Limited Liability Company
A limited liability company is a business formed by an organizer who may, but need not be a member. It is a business entity separate from its members and liability is limited to the financial contribution made by the member. The members are the owners of the company. The management of the company is carried out by its members, unless the Articles of Organization provide for management by managers. Governance is set forth by the Articles of Organization or operating agreement. A limited liability company is formed by filing the Articles of Organization (form CSCL/CD-700) with the Bureau.
- Limited Liability Company Act (Act 23 of 1993)
- Limited Liability Company Forms
- Use of Laser Equipment by Health Professionals Dec. 5, 2005 Michigan Department of Community Health position statement. Practice of medicine within corporation and limited liability companies.
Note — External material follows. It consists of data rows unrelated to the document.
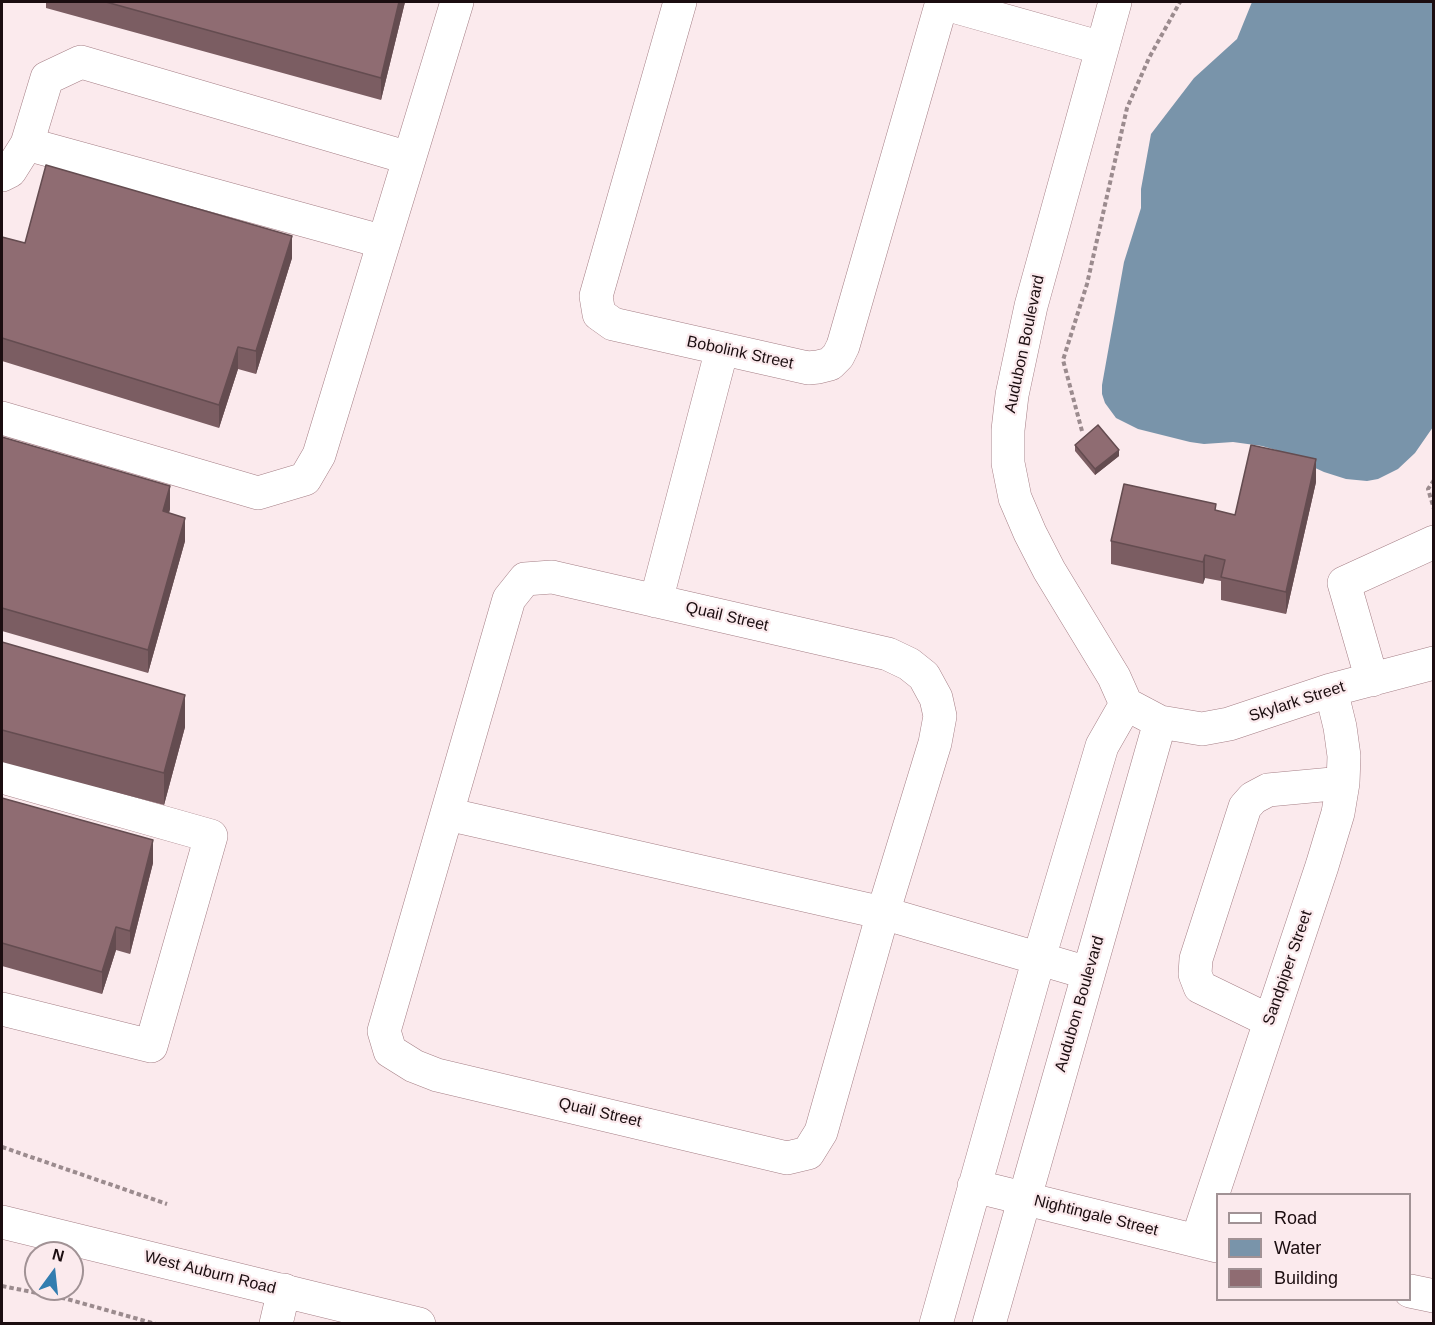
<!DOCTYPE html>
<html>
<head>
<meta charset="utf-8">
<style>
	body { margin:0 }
	#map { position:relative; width:1435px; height:1325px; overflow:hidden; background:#fbeaed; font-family:Helvetica,sans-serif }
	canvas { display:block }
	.frame { position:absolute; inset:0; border:3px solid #1b0d10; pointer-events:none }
	.legend { position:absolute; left:1216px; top:1193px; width:195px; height:108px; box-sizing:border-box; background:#fbeaed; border:2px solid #a19295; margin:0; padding:8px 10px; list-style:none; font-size:18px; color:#1b0d10 }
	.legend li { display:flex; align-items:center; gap:12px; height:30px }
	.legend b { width:30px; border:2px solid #a19295 }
	.north { position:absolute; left:24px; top:1241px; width:60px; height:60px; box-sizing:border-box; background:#fbeaed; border:2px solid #a19295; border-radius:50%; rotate:15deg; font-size:16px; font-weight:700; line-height:24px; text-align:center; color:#1b0d10 }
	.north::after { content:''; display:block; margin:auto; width:21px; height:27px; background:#327db0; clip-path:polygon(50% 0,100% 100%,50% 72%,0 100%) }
</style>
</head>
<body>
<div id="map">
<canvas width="1435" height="1325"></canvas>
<div class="frame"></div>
<ul class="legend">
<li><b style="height:8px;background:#fff"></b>Road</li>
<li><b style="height:16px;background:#7994aa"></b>Water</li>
<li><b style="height:16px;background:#8f6c72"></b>Building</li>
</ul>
<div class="north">N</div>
</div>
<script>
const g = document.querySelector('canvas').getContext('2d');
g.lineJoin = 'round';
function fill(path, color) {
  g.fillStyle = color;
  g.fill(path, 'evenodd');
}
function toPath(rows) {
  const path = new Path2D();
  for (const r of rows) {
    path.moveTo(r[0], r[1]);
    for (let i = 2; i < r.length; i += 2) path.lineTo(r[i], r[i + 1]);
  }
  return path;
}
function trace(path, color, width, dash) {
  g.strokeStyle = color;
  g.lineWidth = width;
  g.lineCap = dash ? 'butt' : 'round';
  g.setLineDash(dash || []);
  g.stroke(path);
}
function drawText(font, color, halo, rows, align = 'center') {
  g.font = font + ' Helvetica,sans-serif';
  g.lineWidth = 4.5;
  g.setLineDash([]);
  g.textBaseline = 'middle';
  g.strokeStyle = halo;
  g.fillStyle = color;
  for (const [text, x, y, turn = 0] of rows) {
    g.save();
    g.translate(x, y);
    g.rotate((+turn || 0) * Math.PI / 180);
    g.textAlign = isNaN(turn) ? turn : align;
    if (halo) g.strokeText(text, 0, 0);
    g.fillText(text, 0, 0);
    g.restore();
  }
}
const water = toPath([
	[1252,2,1433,2,1433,427,1415,453,1398,469,1378,479,1367,481,1346,479,1324,472,1276,450,1262,446,1233,442,1204,444,1190,442,1138,429,1116,418,1105,403,1102,394,1102,385,1124,262,1141,208,1141,189,1151,134,1194,78,1237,39]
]);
const path = toPath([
	[1082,431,1063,360,1087,284,1127,108,1149,58,1180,2],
	[1434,480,1428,489,1434,509],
	[2,1147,167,1204],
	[2,1286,67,1299,156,1324]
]);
const minor = toPath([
	[680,2,596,296,599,314,613,324,808,368,818,367,830,364,838,356,843,346,942,2],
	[1115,2,1031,306,1012,395,1008,430,1008,463,1015,498,1030,533,1049,570,1114,677,1126,704,1160,722,1202,729,1229,724,1331,690,1434,663],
	[942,3,1102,48],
	[27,144,47,78,81,62,409,158],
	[2,175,10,171,27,144,384,242],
	[2,418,258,493,305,479,319,455,457,2],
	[552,577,888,654,909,664,924,676,936,698,940,716,935,743,883,913,821,1132,808,1153,787,1158,437,1075,414,1066,390,1051,384,1031,509,599,525,579,552,577],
	[656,601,722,349],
	[1372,680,1344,583,1434,542],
	[2,777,211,836,151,1046,2,1009],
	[447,814,883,913,1088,973],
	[1270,1021,1200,987,1195,974,1196,959,1245,807,1253,798,1268,790,1343,783],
	[974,1186,1217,1246],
	[1197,1241,1322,866,1338,813,1343,783,1344,756,1340,727,1331,690],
	[1410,1291,1434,1296],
	[276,1324,284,1290],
	[936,1324,1039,958,1102,746,1126,704],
	[989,1324,1160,722]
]);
const major = toPath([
	[2,1222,419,1324]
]);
const wall = toPath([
	[46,2,405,2,381,100,46,8],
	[2,237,25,243,292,258,256,374,238,369,219,428,2,361],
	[2,437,170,509,169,513,185,541,148,673,2,631],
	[1075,445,1119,456,1095,475,1075,451],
	[1316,482,1286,614,1221,600,1221,581,1205,578,1203,584,1111,564,1111,541,1216,511,1235,515],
	[2,642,185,727,164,805,2,762],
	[2,798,153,863,130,954,116,950,102,994,2,966]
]);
const shadedWall = toPath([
	[399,2,405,2,381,100,381,78],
	[292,236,292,258,256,374,256,351],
	[238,347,238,369,219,428,219,405],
	[1119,450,1119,456,1095,475,1095,469],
	[1316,459,1316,482,1286,614,1286,592],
	[170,486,170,509,163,534,163,511],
	[185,518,185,541,148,673,148,650],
	[1205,555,1205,578,1203,584,1203,562],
	[185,695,185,727,164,805,164,773],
	[153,840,153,863,130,954,130,931],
	[116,927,116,950,102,994,102,972]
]);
const building = toPath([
	[106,2,399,2,381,78,106,2],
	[46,165,292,236,256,351,238,347,219,405,2,338,2,237,25,243,46,165],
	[1098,425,1119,450,1095,469,1075,445,1098,425],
	[2,437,170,486,163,511,185,518,148,650,2,608,2,437],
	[1251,445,1316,459,1286,592,1221,577,1225,560,1205,555,1203,562,1111,541,1124,484,1216,504,1215,510,1235,515,1251,445],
	[2,642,185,695,164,773,2,730,2,642],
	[2,798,153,840,130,931,116,927,102,972,2,943,2,798]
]);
const streetNames = [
	["Audubon Boulevard",1025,344,-78],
	["Bobolink Street",740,353,12],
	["Quail Street",727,617,13],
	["Skylark Street",1297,702,-18],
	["Sandpiper Street",1288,968,-71],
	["Audubon Boulevard",1080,1004,-74],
	["Quail Street",600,1113,13],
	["Nightingale Street",1096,1216,14],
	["West Auburn Road",210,1273,14]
];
fill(water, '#7994aa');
trace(minor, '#a57f86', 34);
trace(major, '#a57f86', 34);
trace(path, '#9b8b8e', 4, [4.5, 3]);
trace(minor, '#fff', 33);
trace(major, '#fff', 33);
fill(wall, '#7b5d62');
fill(shadedWall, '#644c50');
fill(building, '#8f6c72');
trace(building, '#644c50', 1.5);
drawText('16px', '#1b0d10', '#fbeaed', streetNames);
</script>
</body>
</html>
Limited liability companies are formed for the purpose of generating profit, while limiting taxes and liability. Limited liability companies have all the powers granted to a corporation.
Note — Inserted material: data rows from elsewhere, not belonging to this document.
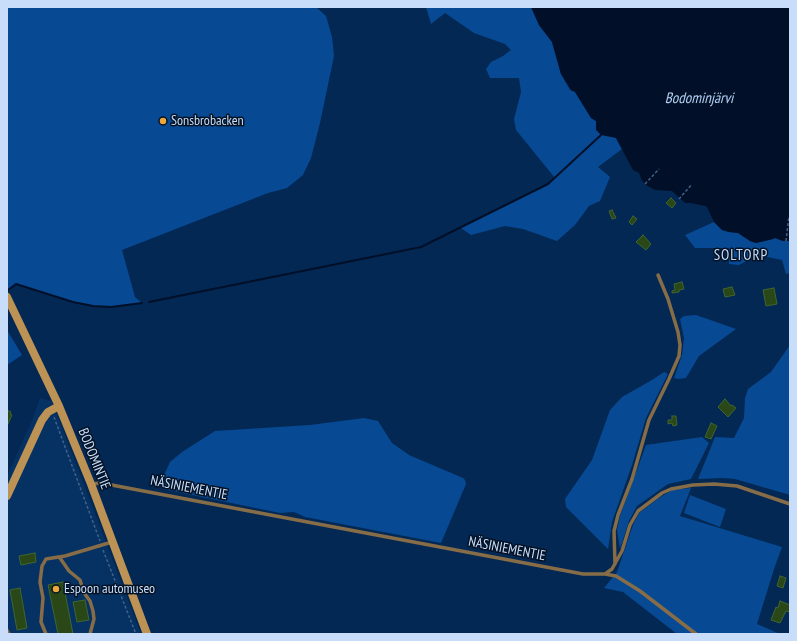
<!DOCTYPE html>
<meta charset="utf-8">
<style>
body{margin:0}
#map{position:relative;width:797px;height:641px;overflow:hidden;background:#032854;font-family:"PT Sans Narrow",sans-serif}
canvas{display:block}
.frame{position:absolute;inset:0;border:8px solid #c8ddf9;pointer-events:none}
</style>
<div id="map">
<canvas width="797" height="641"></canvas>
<div class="frame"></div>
</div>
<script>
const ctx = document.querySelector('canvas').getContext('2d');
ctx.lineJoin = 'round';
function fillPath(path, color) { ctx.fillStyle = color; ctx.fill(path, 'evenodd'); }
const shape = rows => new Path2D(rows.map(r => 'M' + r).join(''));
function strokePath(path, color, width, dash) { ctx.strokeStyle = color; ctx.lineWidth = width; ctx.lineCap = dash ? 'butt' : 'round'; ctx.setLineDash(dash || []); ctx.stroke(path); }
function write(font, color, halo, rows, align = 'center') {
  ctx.font = font + ' "PT Sans Narrow",sans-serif'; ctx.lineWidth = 3; ctx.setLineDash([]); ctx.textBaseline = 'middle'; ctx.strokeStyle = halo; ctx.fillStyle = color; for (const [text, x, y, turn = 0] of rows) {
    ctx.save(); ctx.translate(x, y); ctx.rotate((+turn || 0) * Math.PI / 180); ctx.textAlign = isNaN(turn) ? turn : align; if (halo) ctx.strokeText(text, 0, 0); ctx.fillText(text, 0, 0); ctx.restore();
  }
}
fillPath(shape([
 [40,398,52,401,141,634,7,634,7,476,33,418]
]), '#063163');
fillPath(shape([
 [7,7,316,7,326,16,332,37,334,56,320,123,311,158,303,175,287,188,268,193,122,250,135,297,142,303,111,307,93,306,73,302,16,284,8,290,7,287],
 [426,7,531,7,539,25,552,42,561,74,570,90,575,92,591,118,596,121,597,125,616,138,622,149,598,167,610,177,600,201,589,206,575,225,557,241,523,229,505,226,471,235,461,228,548,184,555,178,516,130,514,119,521,92,519,78,490,78,486,69,491,62,503,56,511,50,505,44,474,33,445,13,431,24],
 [714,222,722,230,729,232,738,233,750,241,756,243,773,239,775,238,783,241,790,241,790,273,786,274,782,260,758,255,739,265,729,264,729,248,695,248,685,235],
 [696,315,736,329,699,356,686,378,678,379,674,378,682,355,684,338,680,319,684,316],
 [7,330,22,355,7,365],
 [790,345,790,495,735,479,723,478,698,479,715,437,734,438,744,418,745,398,748,389,771,372],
 [664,372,668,374,646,418,632,465,612,522,608,549,566,507,565,499,592,460,610,410,622,397,652,380],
 [364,418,378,421,392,443,409,455,463,478,465,480,466,484,441,543,305,517,294,512,280,513,163,489,163,477,170,462,182,452,215,431,310,425],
 [702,437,709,443,691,479,668,484,637,506,629,521,620,549,617,530,620,516,646,445],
 [691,488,680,516,782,547,774,569,757,624,780,634,677,634,623,592,604,588,617,572,633,525,639,513,659,498,672,490],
 [690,495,726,509,720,527,684,513]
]), '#074a93');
fillPath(shape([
 [531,7,790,7,790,241,783,241,775,238,773,239,756,243,750,241,738,233,729,232,722,230,714,222,707,207,705,206,691,203,685,203,672,191,655,190,646,185,642,181,639,173,633,170,616,138,601,135,596,130,596,121,591,118,575,92,571,90,561,74,552,42,539,25]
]), '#011028');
strokePath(shape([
 [8,290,16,284,73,302,93,306,111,307,142,303],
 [149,302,421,247,548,184,601,135]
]), '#011028', 2);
const building = shape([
 [671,198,676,203,672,208,666,203,671,198],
 [612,210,616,218,612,219,609,211,612,210],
 [633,216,637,219,632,225,629,222,633,216],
 [643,235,651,244,646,250,636,242,643,235],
 [682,282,684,289,679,290,679,292,672,293,672,291,675,290,674,284,682,282],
 [732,287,735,295,725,297,723,289,732,287],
 [774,288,777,304,766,306,763,290,774,288],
 [725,399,731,406,732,405,736,408,728,417,718,407,725,399],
 [7,410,11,412,10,414,12,415,7,426,7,410],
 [672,416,676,416,677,425,673,426,672,423,668,424,668,420,672,420,672,416],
 [711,423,717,426,711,439,705,437,711,423],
 [35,553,36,562,21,565,19,556,35,553],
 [780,576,786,578,783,588,777,586,780,576],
 [63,582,73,634,58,634,48,585,63,582],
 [20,588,27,628,17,630,10,590,20,588],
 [85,600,89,620,77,622,73,602,85,600],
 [780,601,790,605,790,612,786,611,780,623,771,620,776,607,778,608,780,601]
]);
fillPath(building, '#294717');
strokePath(building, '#426530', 1);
strokePath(shape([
 [645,184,659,169],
 [679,199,692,184],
 [786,241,789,216],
 [54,417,100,541],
 [103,550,136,634]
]), '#416188', 1.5, [3, 2]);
strokePath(shape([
 [92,484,101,483,583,574,605,574,612,569,622,551,630,525,638,511,662,493,671,489,693,485,714,484,737,486,790,504],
 [60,558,69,571,80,580,84,593,90,601,93,611,94,619,90,634],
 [615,564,614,531,618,515,632,479,649,420,669,379,679,356,680,345,678,332,668,299,658,275],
 [605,574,616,576,640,591,696,634],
 [7,630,9,634],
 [46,634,41,622,43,598,40,582,42,566,46,559,65,556,112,542]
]), '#876d47', 3.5);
strokePath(shape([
 [7,297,59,406,91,484,147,634],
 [7,496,42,420,48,412,59,406]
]), '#bd9355', 8);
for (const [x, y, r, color] of [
 [163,121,4,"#eca93a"],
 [56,589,4,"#eca93a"]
]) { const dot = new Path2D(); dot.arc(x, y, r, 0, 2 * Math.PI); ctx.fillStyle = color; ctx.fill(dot); strokePath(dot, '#041225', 1.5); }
write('14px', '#c8ddf9', '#041225', [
 ["Sonsbrobacken",171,121],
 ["Espoon automuseo",64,589]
], 'left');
write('14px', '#c8ddf9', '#041225', [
 ["BODOMINTIE",94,459,68],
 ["NÄSINIEMENTIE",189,488,11],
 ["NÄSINIEMENTIE",507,549,11]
]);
write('italic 15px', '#b0cff9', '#041225', [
 ["Bodominjärvi",699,99]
]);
ctx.letterSpacing = '1px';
write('15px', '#c8ddf9', '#041225', [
 ["SOLTORP",741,256]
]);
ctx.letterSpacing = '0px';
</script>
A professional limited liability company, as the name implies, is a company made up of licensed persons who have been legally authorized to provide a professional service. Professional limited liability companies must consist of at least one member who is licensed in each professional service being offered. If there is more than one member, they must all be licensed to provide the services of the company. Those professions which must form as a professional service limited liability company are dentists, osteopathic physicians, physicians, surgeons, doctors of divinity or other clergy and attorneys at law.
A foreign limited liability company is one that is formed under the laws of another jurisdiction. Foreign limited liability companies that are "transacting business" in Michigan must first obtain a Certificate of Authority from this agency. The term "transacting business" is a technical term. The Michigan Limited Liability Company Act sets out particular activities, which in and of themselves do not constitute transacting business. In determining whether it is necessary to obtain a Certificate of Authority, the limited liability company should look at its proposed activities in this state, the statute, and applicable court decisions.